* ACTION ITEM: Nothing should be left out when you copy the entries below.

*** SUPPLIED INFORMATION ***

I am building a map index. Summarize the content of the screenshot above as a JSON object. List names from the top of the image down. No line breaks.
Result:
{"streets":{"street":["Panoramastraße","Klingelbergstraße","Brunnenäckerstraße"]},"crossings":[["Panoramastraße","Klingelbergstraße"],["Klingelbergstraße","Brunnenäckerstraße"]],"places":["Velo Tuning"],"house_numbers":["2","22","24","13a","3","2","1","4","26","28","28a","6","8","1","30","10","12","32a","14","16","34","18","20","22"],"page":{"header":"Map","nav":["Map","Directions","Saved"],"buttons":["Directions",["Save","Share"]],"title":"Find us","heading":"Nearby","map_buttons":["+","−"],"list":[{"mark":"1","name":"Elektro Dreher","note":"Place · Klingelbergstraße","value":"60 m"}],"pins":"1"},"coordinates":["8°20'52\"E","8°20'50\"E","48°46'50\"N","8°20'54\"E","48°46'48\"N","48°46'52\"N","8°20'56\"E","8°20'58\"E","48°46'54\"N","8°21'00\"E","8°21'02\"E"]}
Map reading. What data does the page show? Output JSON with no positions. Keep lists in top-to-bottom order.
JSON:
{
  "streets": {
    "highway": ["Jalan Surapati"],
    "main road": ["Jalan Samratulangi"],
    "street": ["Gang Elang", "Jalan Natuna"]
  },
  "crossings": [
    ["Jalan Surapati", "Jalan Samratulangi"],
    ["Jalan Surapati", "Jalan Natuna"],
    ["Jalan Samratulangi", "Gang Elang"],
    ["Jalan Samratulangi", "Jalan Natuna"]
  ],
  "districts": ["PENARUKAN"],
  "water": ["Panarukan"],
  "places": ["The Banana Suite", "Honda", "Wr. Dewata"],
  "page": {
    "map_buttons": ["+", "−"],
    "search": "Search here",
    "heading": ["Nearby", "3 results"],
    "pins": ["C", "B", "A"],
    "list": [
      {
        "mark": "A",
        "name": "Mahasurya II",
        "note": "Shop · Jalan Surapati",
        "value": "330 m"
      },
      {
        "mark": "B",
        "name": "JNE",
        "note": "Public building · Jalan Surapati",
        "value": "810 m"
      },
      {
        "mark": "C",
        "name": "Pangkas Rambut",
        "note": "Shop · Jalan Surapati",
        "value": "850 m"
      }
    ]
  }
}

*** End of SUPPLIED INFORMATION ***

* RESPONSE TO THIS EXERCISE:
I am building a map index. Summarize the content of the screenshot above as a JSON object. List names from the top of the image down. No line breaks.
Result:
{"streets":{"street":["Panoramastraße","Klingelbergstraße","Brunnenäckerstraße"]},"crossings":[["Panoramastraße","Klingelbergstraße"],["Klingelbergstraße","Brunnenäckerstraße"]],"places":["Velo Tuning"],"house_numbers":["2","22","24","13a","3","2","1","4","26","28","28a","6","8","1","30","10","12","32a","14","16","34","18","20","22"],"page":{"header":"Map","nav":["Map","Directions","Saved"],"buttons":["Directions",["Save","Share"]],"title":"Find us","heading":"Nearby","map_buttons":["+","−"],"list":[{"mark":"1","name":"Elektro Dreher","note":"Place · Klingelbergstraße","value":"60 m"}],"pins":"1"},"coordinates":["8°20'52\"E","8°20'50\"E","48°46'50\"N","8°20'54\"E","48°46'48\"N","48°46'52\"N","8°20'56\"E","8°20'58\"E","48°46'54\"N","8°21'00\"E","8°21'02\"E"]}
Map reading. What data does the page show? Output JSON with no positions. Keep lists in top-to-bottom order.
JSON:
{
  "streets": {
    "highway": ["Jalan Surapati"],
    "main road": ["Jalan Samratulangi"],
    "street": ["Gang Elang", "Jalan Natuna"]
  },
  "crossings": [
    ["Jalan Surapati", "Jalan Samratulangi"],
    ["Jalan Surapati", "Jalan Natuna"],
    ["Jalan Samratulangi", "Gang Elang"],
    ["Jalan Samratulangi", "Jalan Natuna"]
  ],
  "districts": ["PENARUKAN"],
  "water": ["Panarukan"],
  "places": ["The Banana Suite", "Honda", "Wr. Dewata"],
  "page": {
    "map_buttons": ["+", "−"],
    "search": "Search here",
    "heading": ["Nearby", "3 results"],
    "pins": ["C", "B", "A"],
    "list": [
      {
        "mark": "A",
        "name": "Mahasurya II",
        "note": "Shop · Jalan Surapati",
        "value": "330 m"
      },
      {
        "mark": "B",
        "name": "JNE",
        "note": "Public building · Jalan Surapati",
        "value": "810 m"
      },
      {
        "mark": "C",
        "name": "Pangkas Rambut",
        "note": "Shop · Jalan Surapati",
        "value": "850 m"
      }
    ]
  }
}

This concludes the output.